Stablecoins give people options. For example, if someone is paid in an unstable fiat currency (the Venezuelan bolivar or Argentine peso, for example), they can protect themselves by exchanging the inflationary currency for a stablecoin backed by a healthier one, such as the US dollar. These stablecoins won’t depreciate overnight and are resistant to confiscation and manipulation by authoritarian governments. As individuals around the world are increasingly subjected to domestic, hyper-inflationary currencies like the bolivar, it is clear that stablecoins and their ability to improve the reach and accessibility of dollars on the internet as a medium of exchange not only preserve free market activities but also help solve significant public policy issues.

There are many different types of assets that can be used to “back” or collateralize a stablecoin, including fiat currency, commodities such as gold, and even other cryptocurrencies. Another form of stablecoin arrangement, algorithmic stablecoins, are generally not collateralized, but rely on an algorithm to maintain price stability by adjusting token supply in response to changing market conditions. For example, if an algorithmic stablecoin drops from the target price of $1 to $0.98, the algorithm will automatically burn a tranche of coins to reduce supply, thereby increasing the price of the stablecoin. Indeed, not all stablecoins are created equal. The use of stablecoins in a wide range of consumer or market facing activities will require adherence to high standards of economic stabilization, trust, transparency and accountability, along with the same risk, the same rules, and technology neutral approaches to comparable payment system operators.
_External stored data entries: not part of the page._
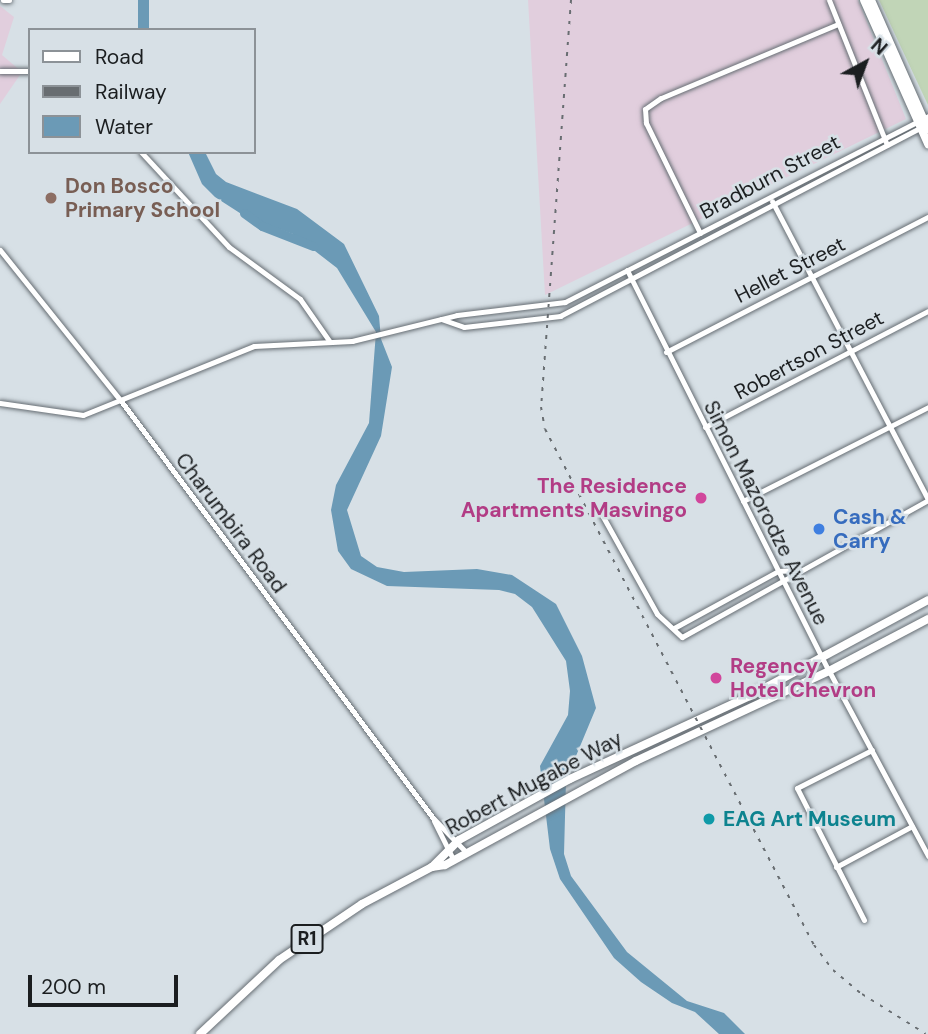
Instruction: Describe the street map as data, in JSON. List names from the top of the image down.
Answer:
{
  "streets": {
    "highway": ["Robert Mugabe Way", "R1"],
    "street": [
      "Bradburn Street",
      "Hellet Street",
      "Robertson Street",
      "Simon Mazorodze Avenue",
      "Charumbira Road"
    ]
  },
  "crossings": [
    ["Bradburn Street", "Simon Mazorodze Avenue"],
    ["Bradburn Street", "Charumbira Road"],
    ["Hellet Street", "Simon Mazorodze Avenue"],
    ["Robertson Street", "Simon Mazorodze Avenue"],
    ["Simon Mazorodze Avenue", "Robert Mugabe Way"],
    ["Charumbira Road", "Robert Mugabe Way"],
    ["Robert Mugabe Way", "R1"]
  ],
  "places": [
    "Don Bosco Primary School",
    "The Residence Apartments Masvingo",
    "Cash & Carry",
    "Regency Hotel Chevron",
    "EAG Art Museum"
  ],
  "legend": ["Road", "Railway", "Water"],
  "scale_bar": "200 m",
  "north": "top right"
}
Over the past year, the total supply of stablecoins increased from $20B to more than $125B (it should be noted, however, that of all the major stablecoins in circulation, the United States dollar is the reference asset of choice), and the number of novel and transformative use cases skyrocketed. This flurry of activity in the stablecoin ecosystem catalyzed increased scrutiny of stablecoins among global regulators. With Treasury Secretary Janet Yellen’s decision to convene the President’s Working Group on Financial Markets (PWG) to “discuss interagency work on stablecoins,” it is clear United States’ regulators are making stablecoins a top priority.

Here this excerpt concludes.